Saved entries
● ● ● ●
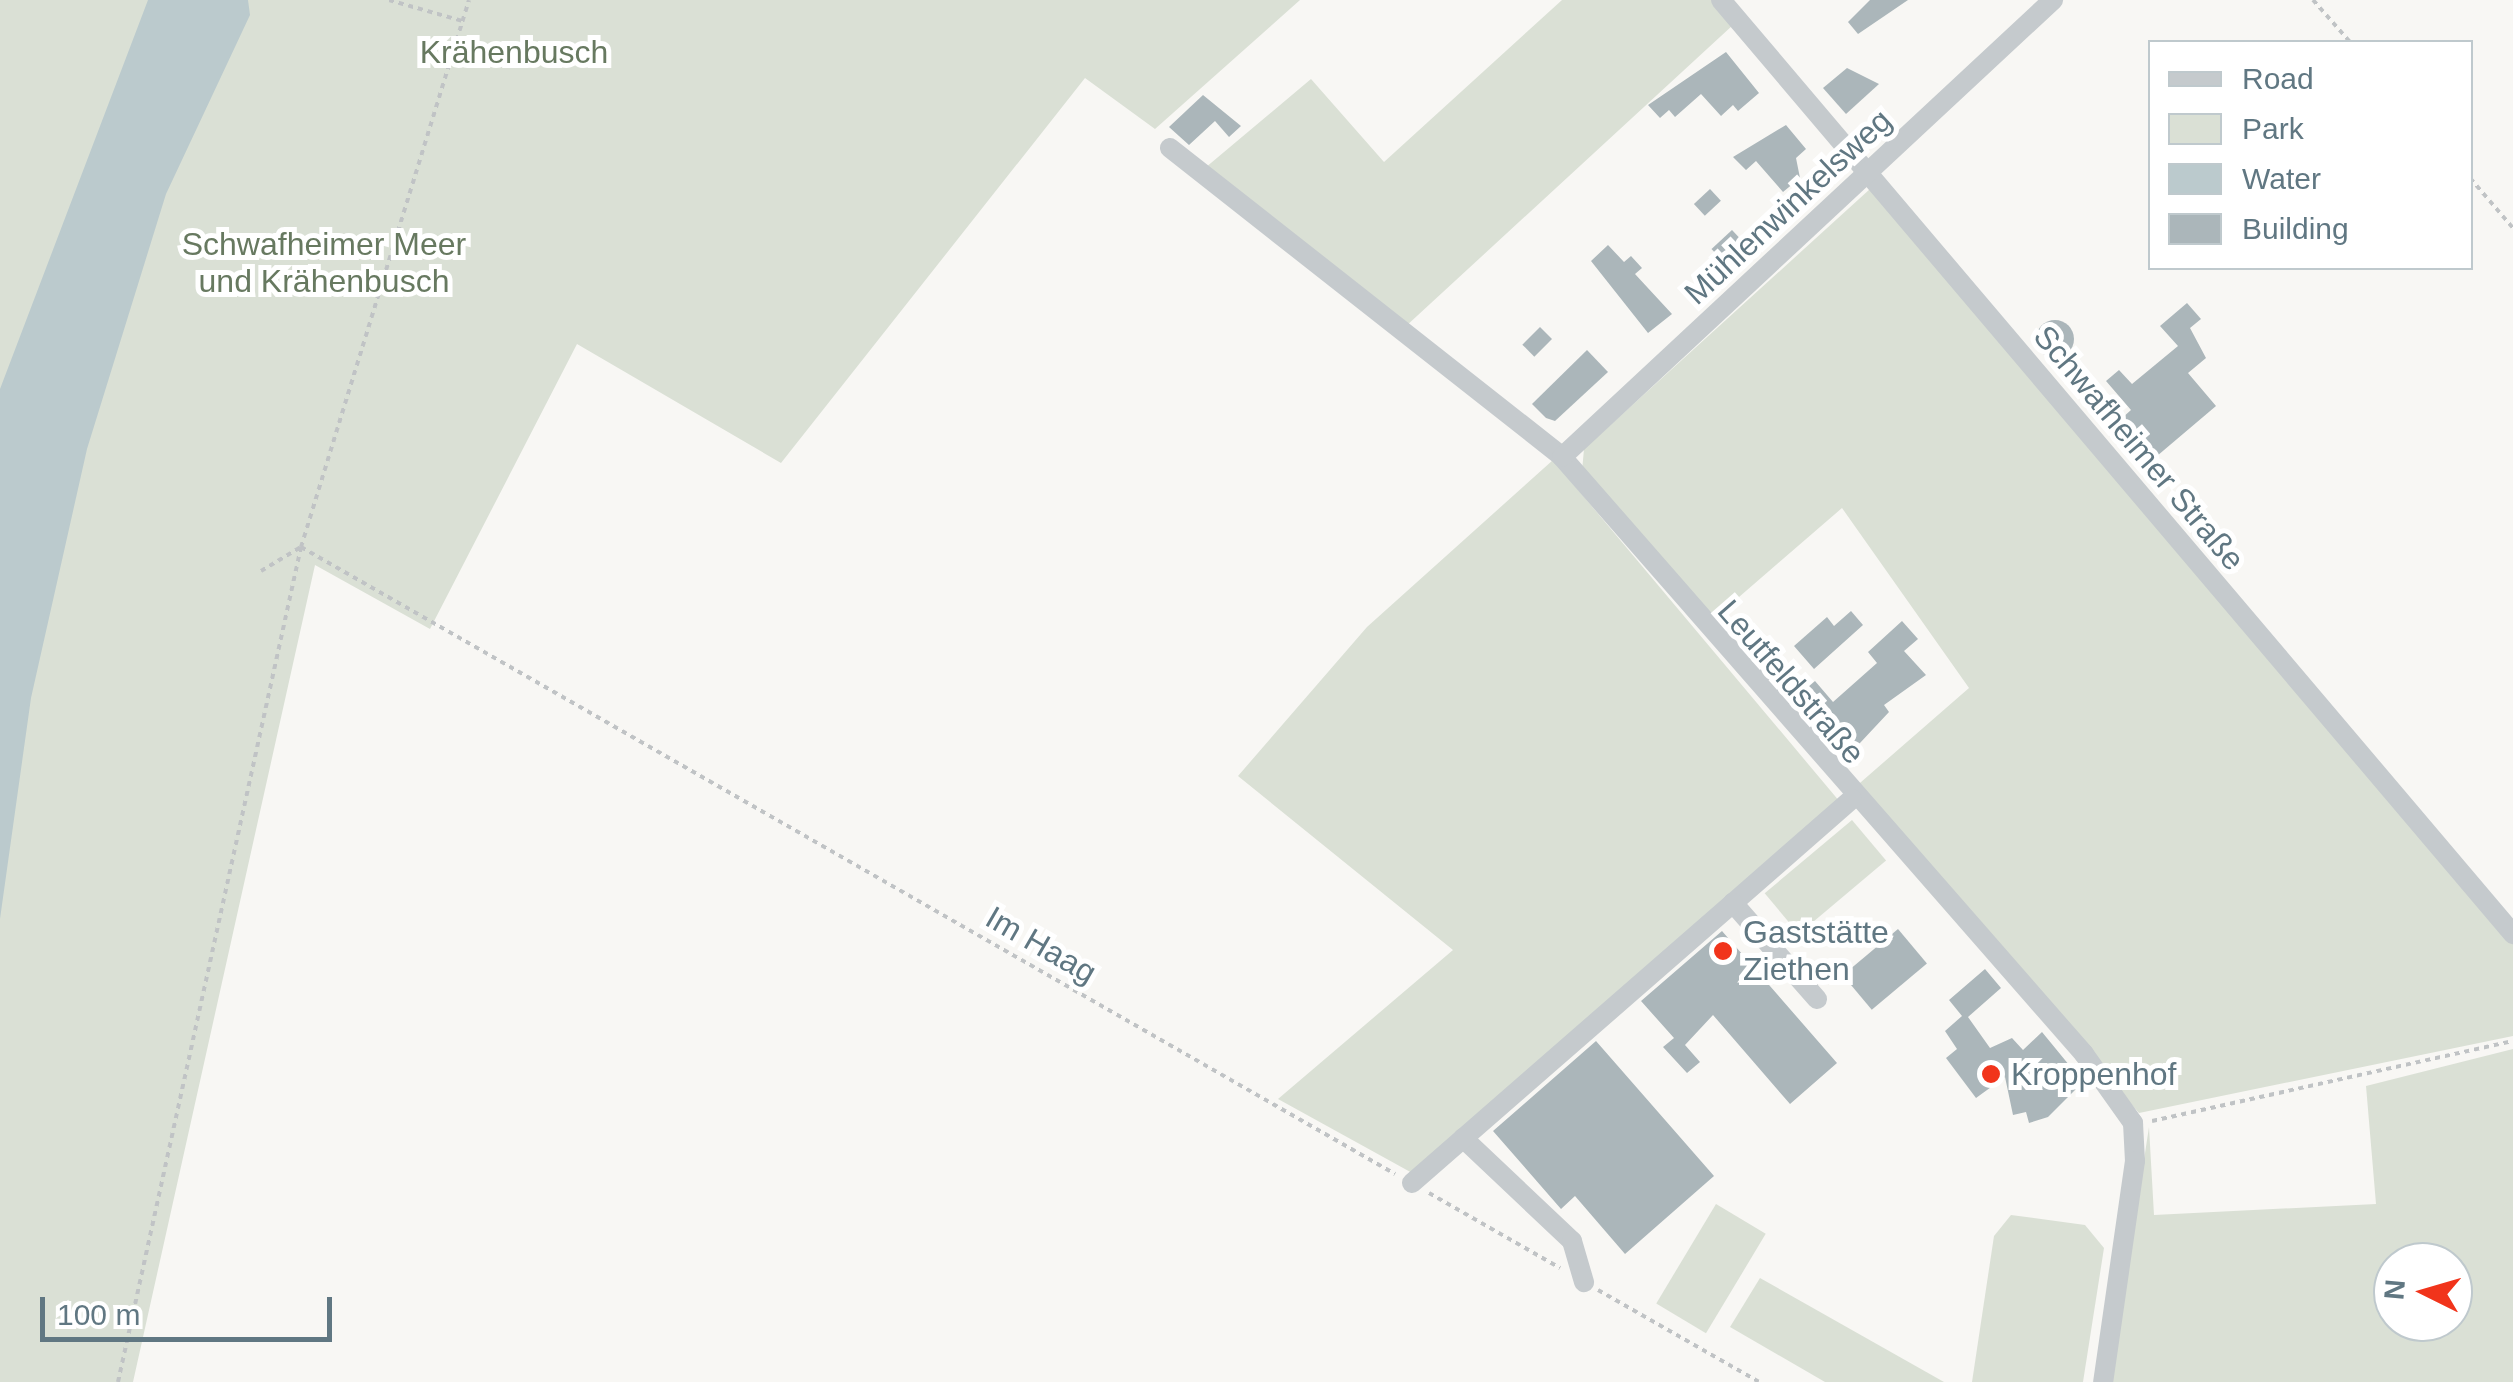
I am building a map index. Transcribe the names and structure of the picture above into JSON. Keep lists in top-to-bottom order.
{
  "streets": {
    "street": ["Mühlenwinkelsweg", "Schwafheimer Straße", "Leutfeldstraße"],
    "path": ["Im Haag"]
  },
  "crossings": [
    ["Mühlenwinkelsweg", "Schwafheimer Straße"],
    ["Mühlenwinkelsweg", "Leutfeldstraße"]
  ],
  "parks": ["Krähenbusch", "Schwafheimer Meer und Krähenbusch"],
  "places": ["Gaststätte Ziethen", "Kroppenhof"],
  "legend": [
    "Road",
    "Park",
    "Water",
    "Building"
  ],
  "scale_bar": "100 m",
  "north": "left"
}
● ● ● ●
Aim of the exercise:
All of the data is to be reproduced exactly, with the pictures left out.

The completed task:
I am building a map index. Transcribe the names and structure of the picture above into JSON. Keep lists in top-to-bottom order.
{
  "streets": {
    "street": ["Mühlenwinkelsweg", "Schwafheimer Straße", "Leutfeldstraße"],
    "path": ["Im Haag"]
  },
  "crossings": [
    ["Mühlenwinkelsweg", "Schwafheimer Straße"],
    ["Mühlenwinkelsweg", "Leutfeldstraße"]
  ],
  "parks": ["Krähenbusch", "Schwafheimer Meer und Krähenbusch"],
  "places": ["Gaststätte Ziethen", "Kroppenhof"],
  "legend": [
    "Road",
    "Park",
    "Water",
    "Building"
  ],
  "scale_bar": "100 m",
  "north": "left"
}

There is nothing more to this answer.